BEGIN Data block

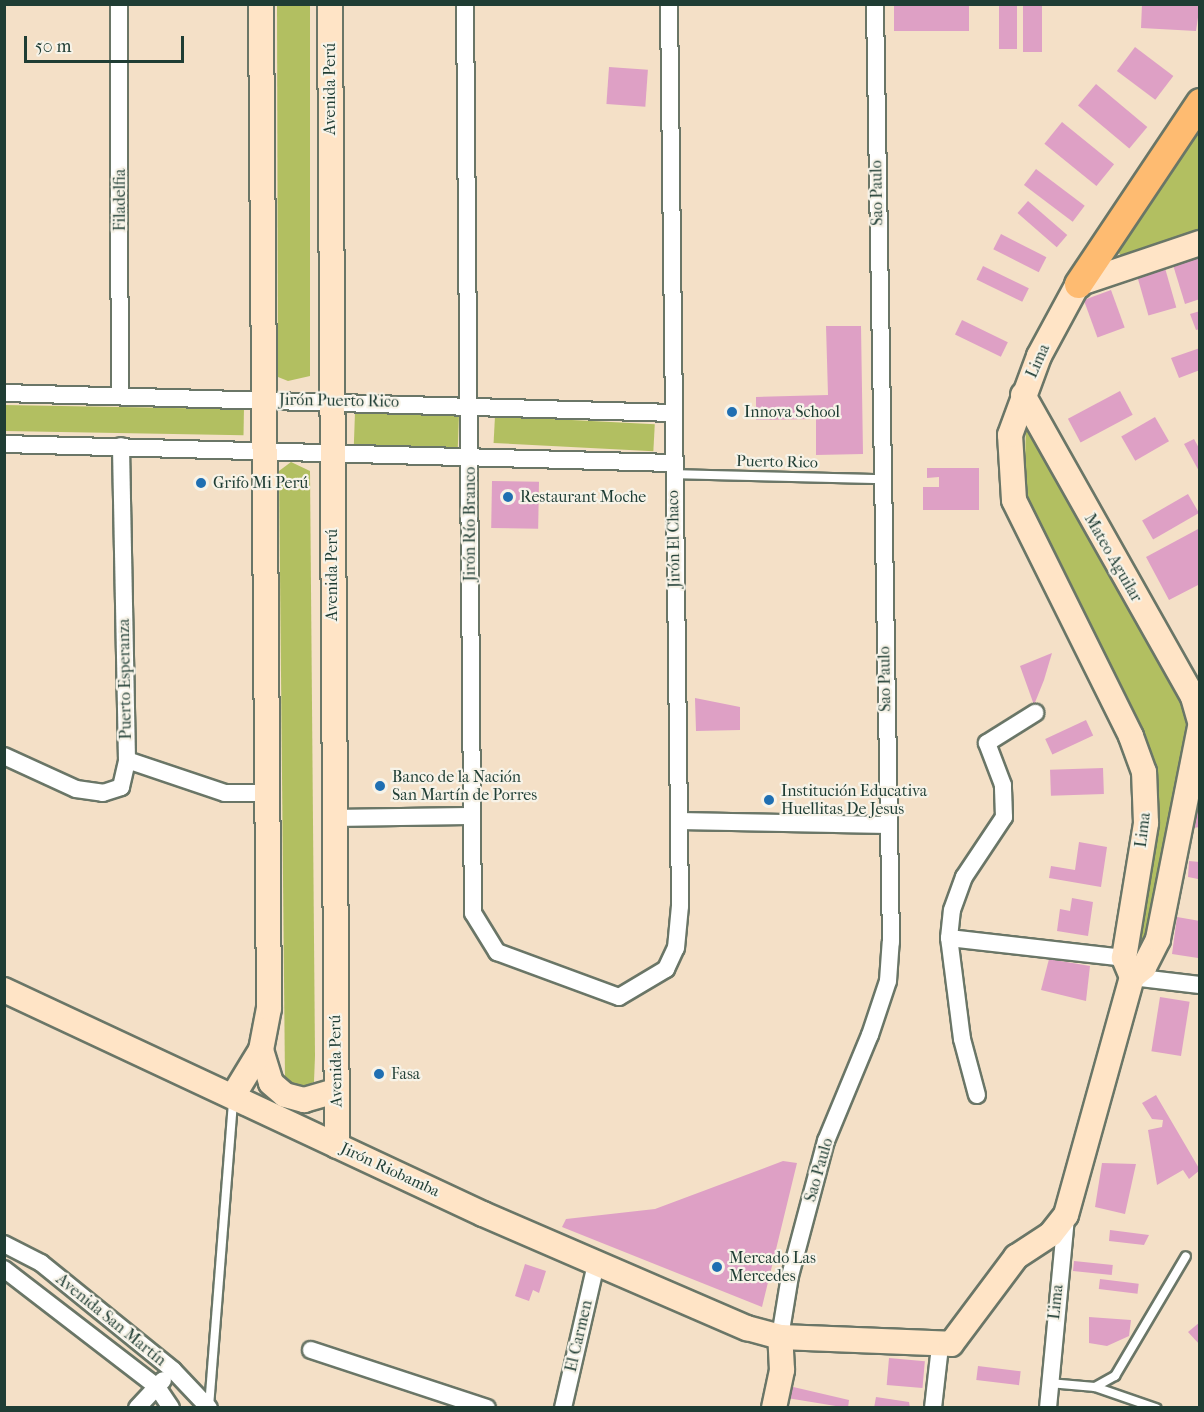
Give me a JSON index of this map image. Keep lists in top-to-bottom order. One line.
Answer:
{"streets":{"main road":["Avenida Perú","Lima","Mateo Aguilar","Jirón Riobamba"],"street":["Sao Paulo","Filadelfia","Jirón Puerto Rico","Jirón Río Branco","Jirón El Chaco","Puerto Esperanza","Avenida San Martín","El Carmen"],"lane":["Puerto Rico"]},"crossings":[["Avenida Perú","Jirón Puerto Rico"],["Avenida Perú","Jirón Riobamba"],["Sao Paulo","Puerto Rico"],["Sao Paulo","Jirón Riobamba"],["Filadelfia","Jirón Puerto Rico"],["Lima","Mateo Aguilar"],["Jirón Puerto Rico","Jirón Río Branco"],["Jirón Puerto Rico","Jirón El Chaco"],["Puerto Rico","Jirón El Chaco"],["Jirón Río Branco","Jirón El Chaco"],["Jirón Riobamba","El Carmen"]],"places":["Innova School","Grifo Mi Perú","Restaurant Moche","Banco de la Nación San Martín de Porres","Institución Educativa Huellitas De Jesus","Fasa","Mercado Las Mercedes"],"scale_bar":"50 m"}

END Data block

Aim of the exercise:
Write out the whole listing exactly. Pictures stay out.

Solved exercise:
Give me a JSON index of this map image. Keep lists in top-to-bottom order. One line.
Answer:
{"streets":{"main road":["Avenida Perú","Lima","Mateo Aguilar","Jirón Riobamba"],"street":["Sao Paulo","Filadelfia","Jirón Puerto Rico","Jirón Río Branco","Jirón El Chaco","Puerto Esperanza","Avenida San Martín","El Carmen"],"lane":["Puerto Rico"]},"crossings":[["Avenida Perú","Jirón Puerto Rico"],["Avenida Perú","Jirón Riobamba"],["Sao Paulo","Puerto Rico"],["Sao Paulo","Jirón Riobamba"],["Filadelfia","Jirón Puerto Rico"],["Lima","Mateo Aguilar"],["Jirón Puerto Rico","Jirón Río Branco"],["Jirón Puerto Rico","Jirón El Chaco"],["Puerto Rico","Jirón El Chaco"],["Jirón Río Branco","Jirón El Chaco"],["Jirón Riobamba","El Carmen"]],"places":["Innova School","Grifo Mi Perú","Restaurant Moche","Banco de la Nación San Martín de Porres","Institución Educativa Huellitas De Jesus","Fasa","Mercado Las Mercedes"],"scale_bar":"50 m"}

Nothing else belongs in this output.